Today there is transatlantic and European unity over sanctions on Russia following the annexation of Crimea and Russian intervention in eastern Ukraine; there are calls for tougher measures because of the relentless bombing of Aleppo.
But divergences may grow during her presidency if Europeans soften up on sanctions before Russia has moderated its position over Ukraine and Syria. Clinton favours energy diversification away from Russia and will look askance at new energy pipelines, such as the proposed Nord Stream II, linking Europe and Russia. President Clinton may well struggle to preserve transatlantic unity on Russia.

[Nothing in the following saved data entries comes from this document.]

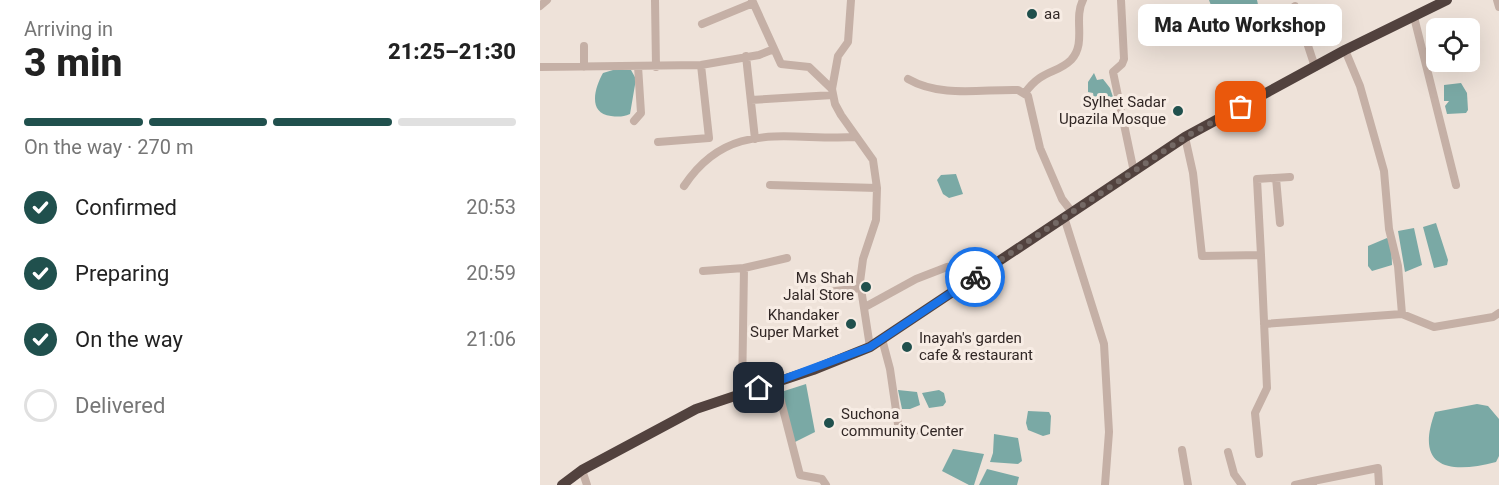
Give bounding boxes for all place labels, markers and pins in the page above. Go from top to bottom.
place label: aa [1044,5,1060,23]
callout: Ma Auto Workshop [1139,5,1343,47]
marker: aa [1025,7,1039,21]
pin [1215,81,1266,132]
place label: Sylhet Sadar Upazila Mosque [1059,93,1166,128]
marker: Sylhet Sadar Upazila Mosque [1171,104,1185,118]
place label: Ms Shah Jalal Store [783,269,854,304]
marker: Ms Shah Jalal Store [859,280,873,294]
place label: Khandaker Super Market [750,306,839,341]
marker: Khandaker Super Market [844,317,858,331]
place label: Inayah's garden cafe & restaurant [919,329,1033,364]
marker: Inayah's garden cafe & restaurant [900,340,914,354]
pin [733,362,784,413]
place label: Suchona community Center [841,405,964,440]
marker: Suchona community Center [822,416,836,430]

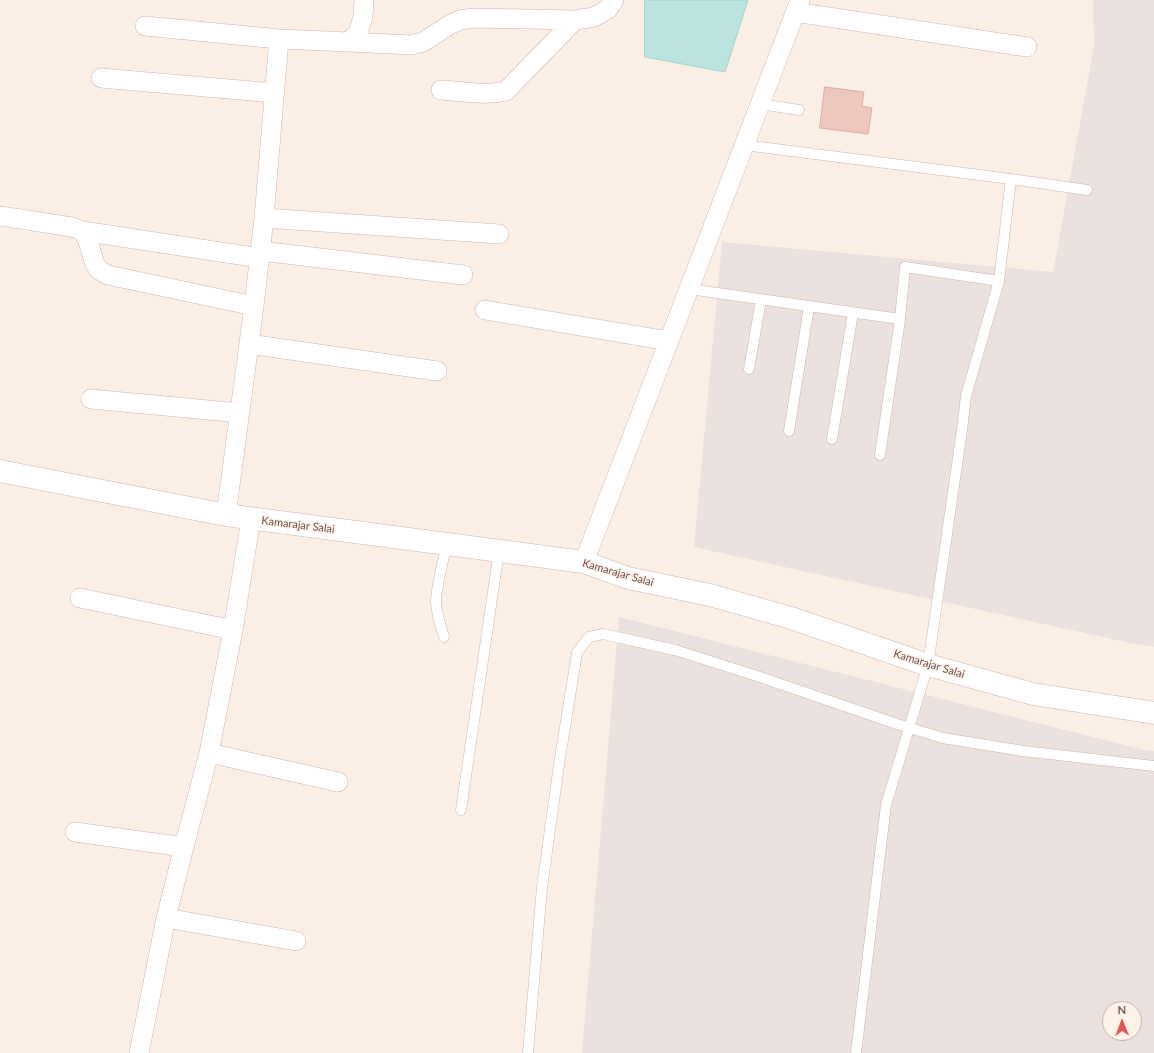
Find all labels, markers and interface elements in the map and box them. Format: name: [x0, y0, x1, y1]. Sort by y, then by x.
street label: Kamarajar Salai: [261, 514, 335, 536]
street label: Kamarajar Salai: [581, 557, 655, 589]
street label: Kamarajar Salai: [892, 647, 966, 681]
north arrow: [1102, 1001, 1142, 1041]
text: N: [1117, 1003, 1126, 1016]

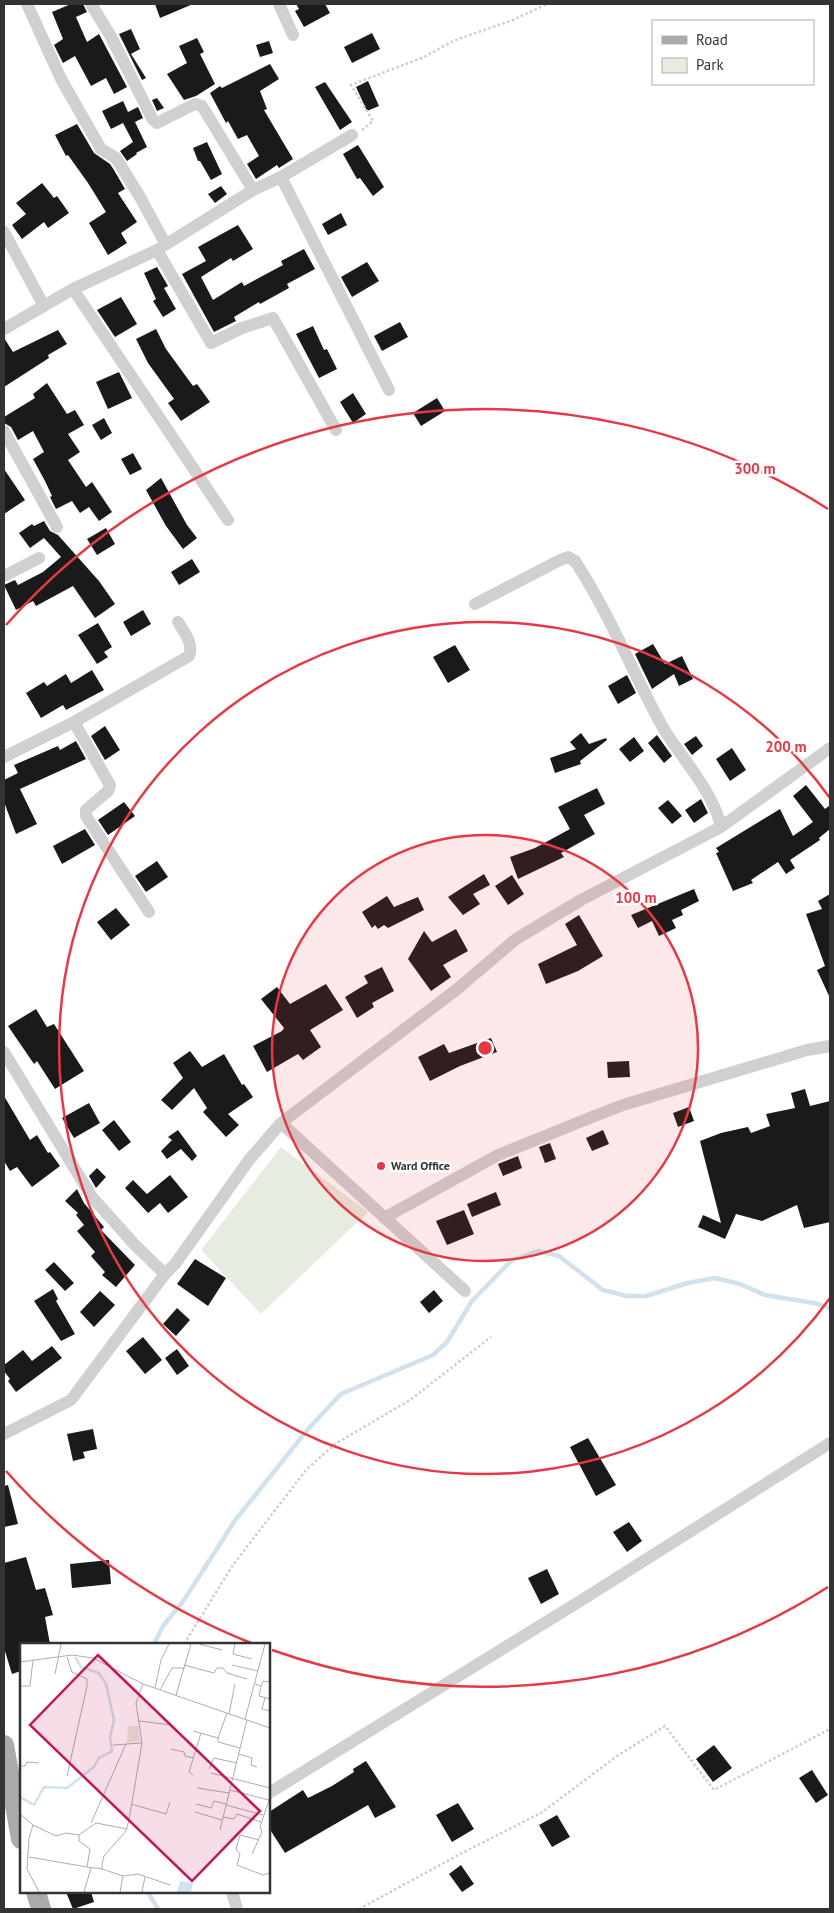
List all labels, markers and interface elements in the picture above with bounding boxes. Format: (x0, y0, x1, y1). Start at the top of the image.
legend (652, 20, 814, 85)
text: Road (696, 30, 728, 49)
text: Park (696, 55, 724, 74)
text: 300 m (734, 459, 776, 478)
text: 200 m (765, 737, 807, 756)
text: 100 m (615, 888, 657, 907)
centre of rings (476, 1039, 494, 1057)
place label: Ward Office (391, 1158, 450, 1173)
marker: Ward Office (375, 1160, 387, 1172)
inset map (20, 1643, 270, 1893)

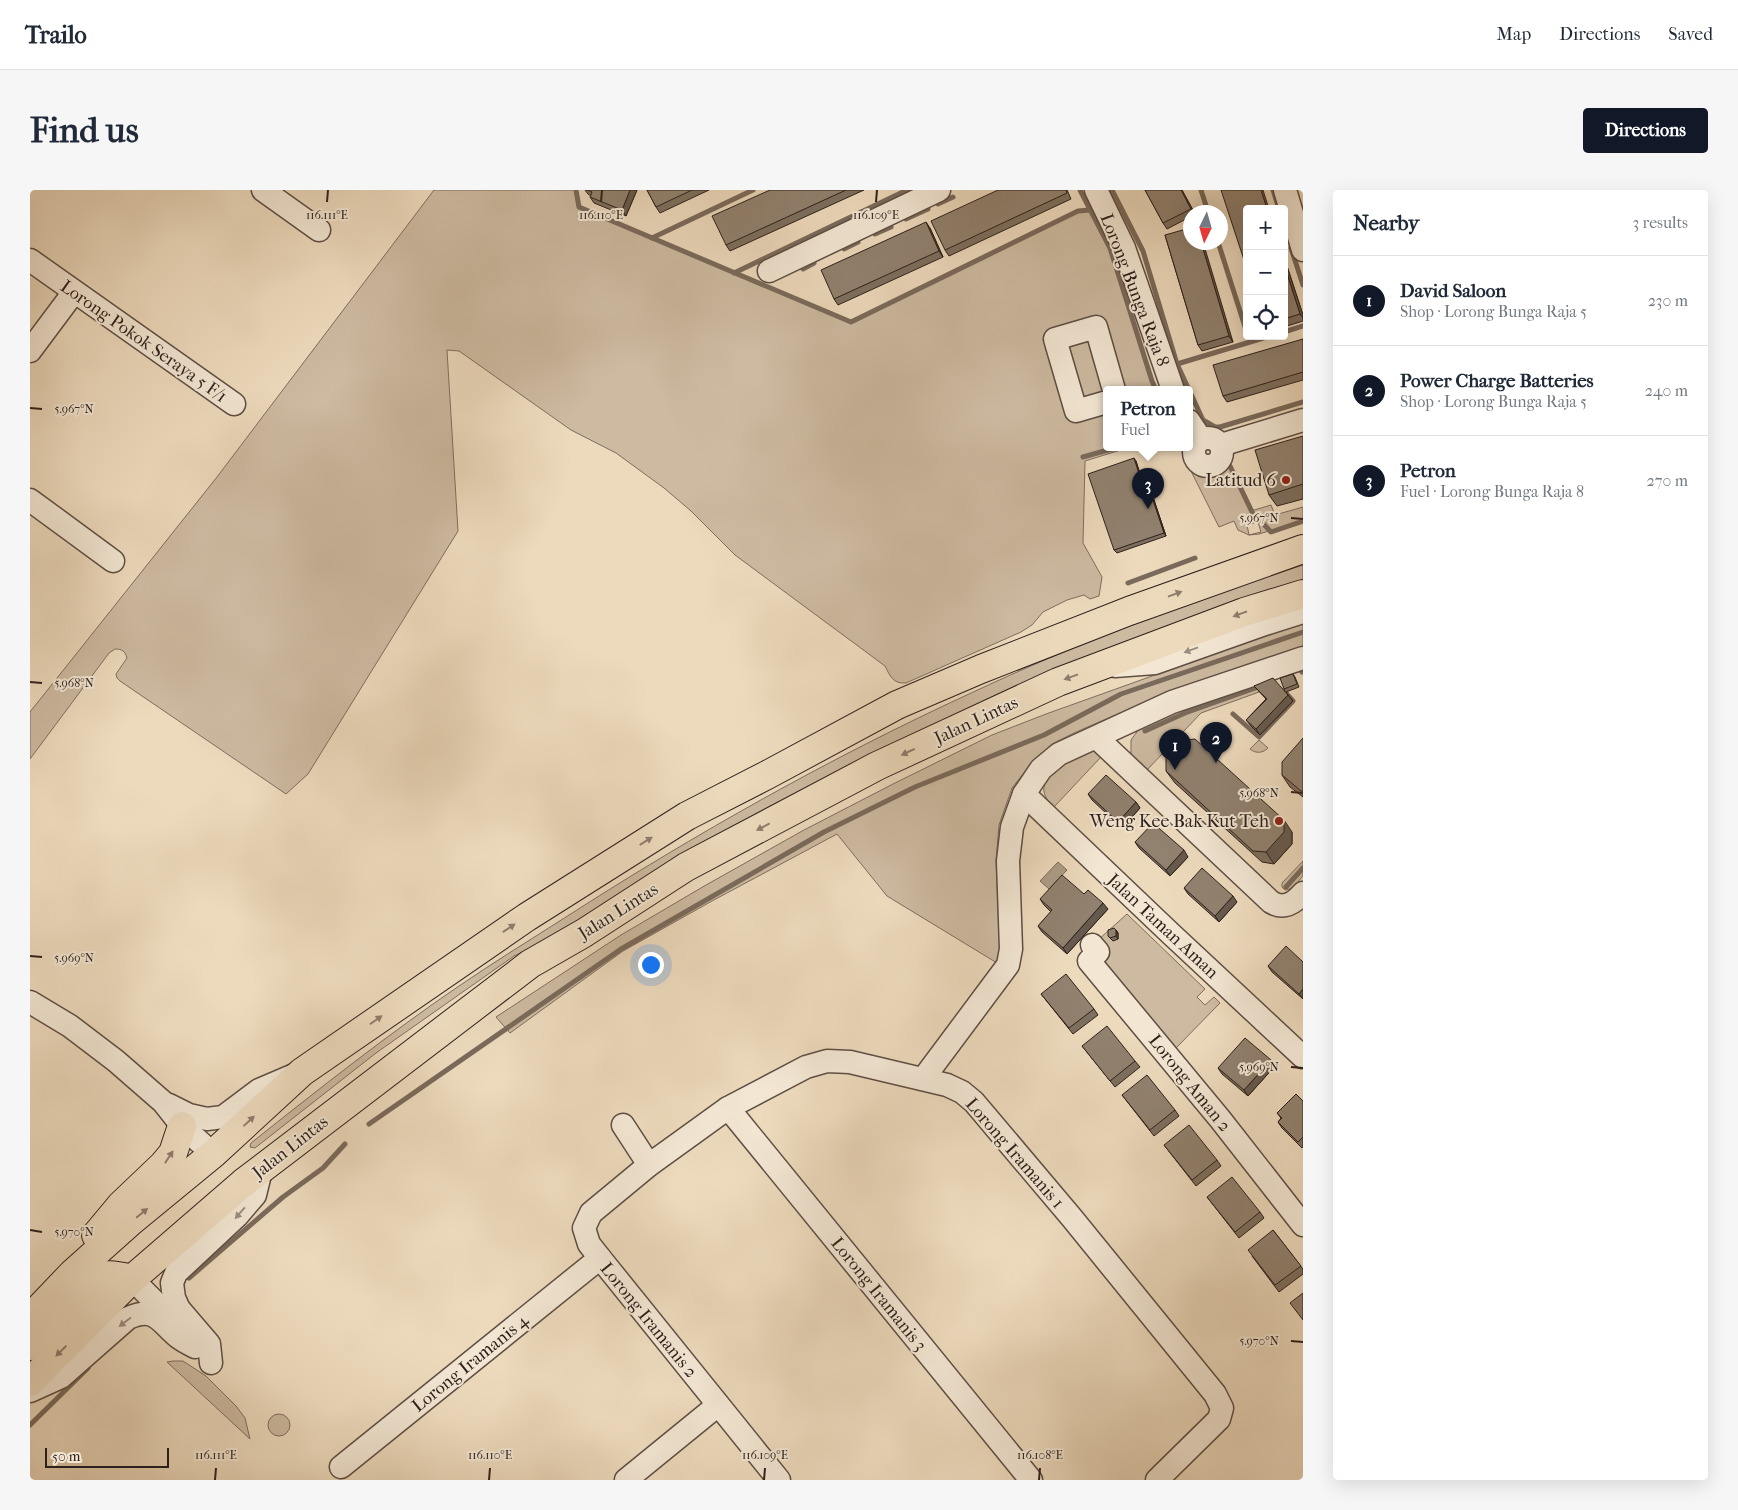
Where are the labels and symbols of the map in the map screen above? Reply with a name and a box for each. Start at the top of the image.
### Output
north arrow [1183,205,1228,250]
text: 116.111°E [306,208,348,222]
text: 116.110°E [579,208,623,222]
text: 116.109°E [853,208,899,222]
street label: Lorong Bunga Raja 8 [1096,211,1173,370]
street label: Lorong Pokok Seraya 5 F/1 [56,276,231,407]
text: 5.967°N [54,402,94,416]
pin: 3 [1132,468,1164,509]
place label: Latitud 6 [1205,470,1276,491]
marker: Latitud 6 [1280,474,1292,486]
text: 5.967°N [1239,511,1279,525]
one-way arrow [1168,590,1183,598]
one-way arrow [1232,610,1247,618]
one-way arrow [1183,647,1198,654]
one-way arrow [1063,673,1078,681]
text: 5.968°N [54,676,94,690]
street label: Jalan Lintas [929,692,1022,750]
pin: 2 [1200,722,1232,763]
pin: 1 [1159,729,1191,770]
one-way arrow [900,748,915,756]
text: 5.968°N [1239,786,1279,800]
place label: Weng Kee Bak Kut Teh [1088,811,1269,832]
marker: Weng Kee Bak Kut Teh [1273,815,1285,827]
one-way arrow [756,822,770,831]
one-way arrow [640,836,653,845]
street label: Jalan Taman Aman [1101,868,1223,984]
street label: Jalan Lintas [573,878,662,945]
one-way arrow [503,923,516,933]
text: 5.969°N [54,951,94,965]
your location [638,952,664,978]
one-way arrow [369,1015,382,1025]
street label: Lorong Aman 2 [1144,1030,1235,1136]
text: 5.969°N [1239,1060,1279,1074]
street label: Lorong Iramanis 1 [961,1094,1068,1213]
street label: Jalan Lintas [247,1111,333,1185]
one-way arrow [242,1115,254,1127]
one-way arrow [165,1150,174,1163]
one-way arrow [234,1206,246,1218]
one-way arrow [135,1207,148,1218]
text: 5.970°N [54,1225,94,1239]
street label: Lorong Iramanis 3 [826,1233,931,1355]
street label: Lorong Iramanis 2 [596,1258,702,1382]
street label: Lorong Iramanis 4 [408,1310,533,1417]
one-way arrow [118,1317,132,1327]
text: 5.970°N [1239,1334,1279,1348]
one-way arrow [55,1345,67,1357]
scale bar [45,1445,169,1468]
text: 116.111°E [195,1448,237,1462]
text: 116.110°E [468,1448,512,1462]
text: 116.109°E [742,1448,788,1462]
text: 116.108°E [1017,1448,1063,1462]

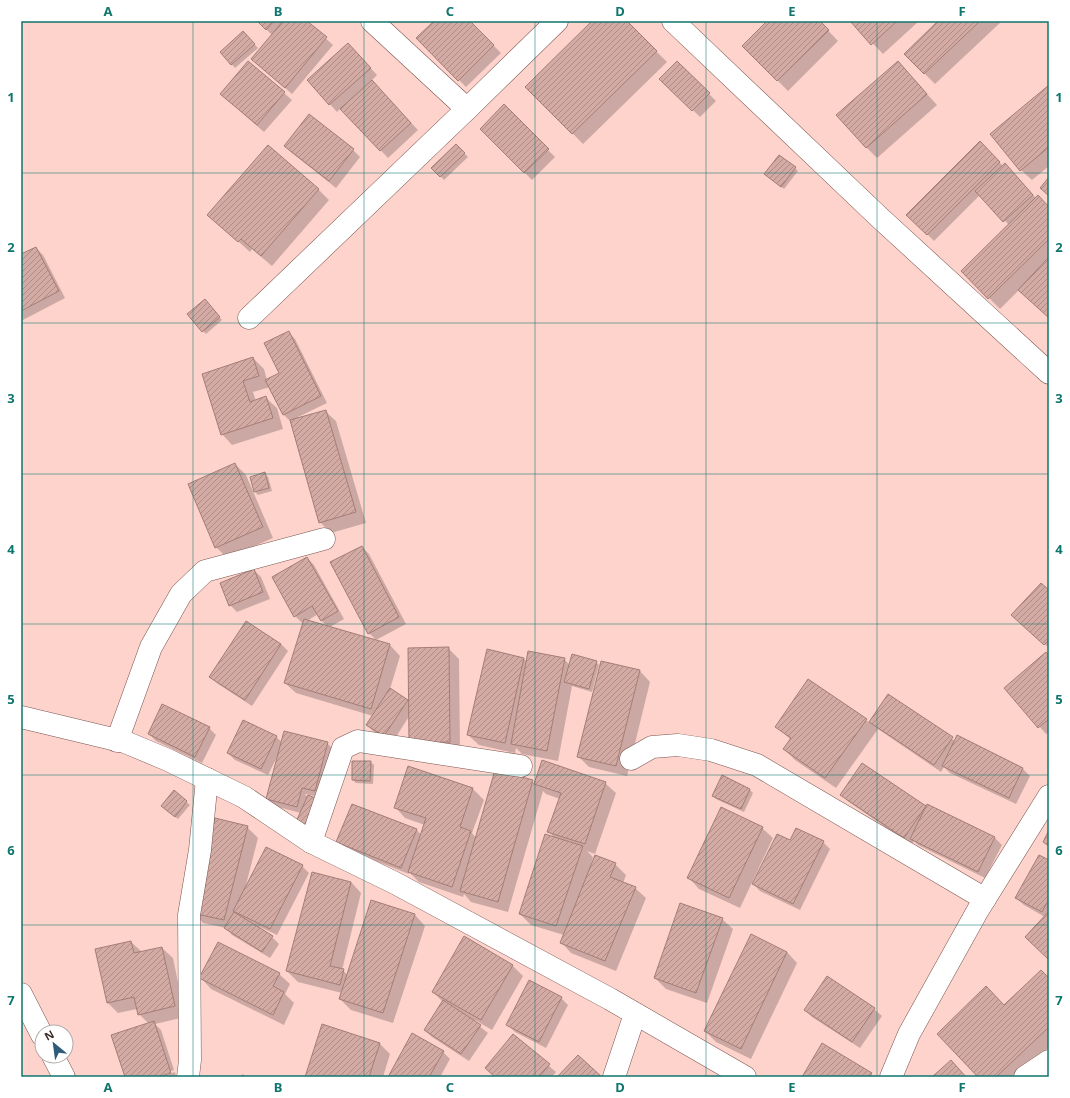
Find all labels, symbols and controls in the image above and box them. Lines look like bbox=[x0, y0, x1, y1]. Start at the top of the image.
text: A bbox=[104, 2, 113, 20]
text: B bbox=[274, 2, 282, 20]
text: C bbox=[446, 2, 454, 20]
text: D bbox=[615, 2, 625, 20]
text: E bbox=[788, 2, 796, 20]
text: F bbox=[958, 2, 966, 20]
text: 1 bbox=[7, 88, 15, 106]
text: 1 bbox=[1055, 88, 1063, 106]
text: 2 bbox=[7, 238, 15, 256]
text: 2 bbox=[1055, 238, 1063, 256]
text: 3 bbox=[7, 389, 15, 407]
text: 3 bbox=[1055, 389, 1063, 407]
text: 4 bbox=[7, 540, 15, 558]
text: 4 bbox=[1055, 540, 1063, 558]
text: 5 bbox=[7, 690, 15, 708]
text: 5 bbox=[1055, 690, 1063, 708]
text: 6 bbox=[7, 841, 15, 859]
text: 6 bbox=[1055, 841, 1063, 859]
text: 7 bbox=[7, 991, 15, 1009]
text: 7 bbox=[1055, 991, 1063, 1009]
north arrow bbox=[34, 1024, 74, 1064]
text: N bbox=[41, 1026, 56, 1044]
text: A bbox=[104, 1078, 113, 1096]
text: B bbox=[274, 1078, 282, 1096]
text: C bbox=[446, 1078, 454, 1096]
text: D bbox=[615, 1078, 625, 1096]
text: E bbox=[788, 1078, 796, 1096]
text: F bbox=[958, 1078, 966, 1096]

To be sure, President Clinton will view Europeans as America’s main allies and partners. But this will be tough love, dependent on Europeans fulfilling their commitment to contribute 2% of their GDP to security and defence. She will be happy if they strengthen defence and security cooperation whether through NATO or the EU. But if Europeans fall short on burden sharing, President Clinton could not be relied on to come to their rescue unquestioningly.
On trade, President Clinton’s instincts will be liberal. But she cannot change position again and support the Trans-Pacific Partnership, a trade agreement concluded by the Obama administration with twelve Pacific rim countries, excluding China. If she wants to develop a trade agenda, she might be tempted to revive the proposed Transatlantic Trade and Investment Partnership (TTIP) with the EU.
But it faces obstacles from Congress, labour unions, the European Parliament and public opinion on both sides of the Atlantic. The CETA difficulties suggest that henceforth it may be impossible for the EU to approve any international agreement which is submitted to the member states for ratification. President Clinton will have little sympathy for Brexit and is unlikely to give priority to a trade agreement with Britain over engagement with the EU.
Her administration will work closely with European states and institutions on counter-terrorism, cybersecurity, climate change and other 21st century challenges. She will aim to strengthen relations with Latin America, a goal shared with Spain and Portugal, after receiving overwhelming support from Hispanic voters in the election.
Europeans will be far more comfortable with President Clinton than with a President Trump. But they will need to keep her engaged by trying harder to overcome their own disorders and by breathing new life into the European project.